Stored data entries:
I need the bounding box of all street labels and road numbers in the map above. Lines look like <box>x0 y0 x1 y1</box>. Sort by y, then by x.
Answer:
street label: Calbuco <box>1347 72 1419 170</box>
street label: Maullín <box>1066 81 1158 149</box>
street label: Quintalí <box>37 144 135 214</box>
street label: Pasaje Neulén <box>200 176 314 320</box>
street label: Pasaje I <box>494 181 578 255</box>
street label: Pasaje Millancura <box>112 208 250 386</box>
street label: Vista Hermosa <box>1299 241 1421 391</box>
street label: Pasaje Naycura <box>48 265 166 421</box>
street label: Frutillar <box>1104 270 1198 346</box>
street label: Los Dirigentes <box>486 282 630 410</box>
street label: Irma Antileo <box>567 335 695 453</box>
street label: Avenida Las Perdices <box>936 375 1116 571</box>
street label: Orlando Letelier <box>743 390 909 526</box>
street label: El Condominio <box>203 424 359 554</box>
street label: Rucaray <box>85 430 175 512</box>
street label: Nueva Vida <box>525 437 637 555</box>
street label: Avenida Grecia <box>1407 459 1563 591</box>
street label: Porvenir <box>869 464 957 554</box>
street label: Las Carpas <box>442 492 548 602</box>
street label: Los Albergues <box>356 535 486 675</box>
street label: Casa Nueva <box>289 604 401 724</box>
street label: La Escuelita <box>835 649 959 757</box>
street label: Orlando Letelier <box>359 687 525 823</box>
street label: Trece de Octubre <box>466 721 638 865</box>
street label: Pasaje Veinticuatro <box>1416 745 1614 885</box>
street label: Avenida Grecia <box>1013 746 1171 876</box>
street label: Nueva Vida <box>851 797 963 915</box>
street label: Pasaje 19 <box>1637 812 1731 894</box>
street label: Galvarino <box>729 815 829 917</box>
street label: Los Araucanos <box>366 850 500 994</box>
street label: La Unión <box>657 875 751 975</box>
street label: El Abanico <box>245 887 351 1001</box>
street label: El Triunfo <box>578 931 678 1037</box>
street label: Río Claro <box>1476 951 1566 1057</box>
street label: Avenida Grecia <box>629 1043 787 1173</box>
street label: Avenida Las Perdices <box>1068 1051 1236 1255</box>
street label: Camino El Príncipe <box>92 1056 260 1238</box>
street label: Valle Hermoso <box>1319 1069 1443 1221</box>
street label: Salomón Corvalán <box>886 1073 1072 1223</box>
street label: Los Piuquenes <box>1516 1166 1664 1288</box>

**Your goal:** Could you copy out all of the records above exactly?

**Output of the exercise:**
I need the bounding box of all street labels and road numbers in the map above. Lines look like <box>x0 y0 x1 y1</box>. Sort by y, then by x.
Answer:
street label: Calbuco <box>1347 72 1419 170</box>
street label: Maullín <box>1066 81 1158 149</box>
street label: Quintalí <box>37 144 135 214</box>
street label: Pasaje Neulén <box>200 176 314 320</box>
street label: Pasaje I <box>494 181 578 255</box>
street label: Pasaje Millancura <box>112 208 250 386</box>
street label: Vista Hermosa <box>1299 241 1421 391</box>
street label: Pasaje Naycura <box>48 265 166 421</box>
street label: Frutillar <box>1104 270 1198 346</box>
street label: Los Dirigentes <box>486 282 630 410</box>
street label: Irma Antileo <box>567 335 695 453</box>
street label: Avenida Las Perdices <box>936 375 1116 571</box>
street label: Orlando Letelier <box>743 390 909 526</box>
street label: El Condominio <box>203 424 359 554</box>
street label: Rucaray <box>85 430 175 512</box>
street label: Nueva Vida <box>525 437 637 555</box>
street label: Avenida Grecia <box>1407 459 1563 591</box>
street label: Porvenir <box>869 464 957 554</box>
street label: Las Carpas <box>442 492 548 602</box>
street label: Los Albergues <box>356 535 486 675</box>
street label: Casa Nueva <box>289 604 401 724</box>
street label: La Escuelita <box>835 649 959 757</box>
street label: Orlando Letelier <box>359 687 525 823</box>
street label: Trece de Octubre <box>466 721 638 865</box>
street label: Pasaje Veinticuatro <box>1416 745 1614 885</box>
street label: Avenida Grecia <box>1013 746 1171 876</box>
street label: Nueva Vida <box>851 797 963 915</box>
street label: Pasaje 19 <box>1637 812 1731 894</box>
street label: Galvarino <box>729 815 829 917</box>
street label: Los Araucanos <box>366 850 500 994</box>
street label: La Unión <box>657 875 751 975</box>
street label: El Abanico <box>245 887 351 1001</box>
street label: El Triunfo <box>578 931 678 1037</box>
street label: Río Claro <box>1476 951 1566 1057</box>
street label: Avenida Grecia <box>629 1043 787 1173</box>
street label: Avenida Las Perdices <box>1068 1051 1236 1255</box>
street label: Camino El Príncipe <box>92 1056 260 1238</box>
street label: Valle Hermoso <box>1319 1069 1443 1221</box>
street label: Salomón Corvalán <box>886 1073 1072 1223</box>
street label: Los Piuquenes <box>1516 1166 1664 1288</box>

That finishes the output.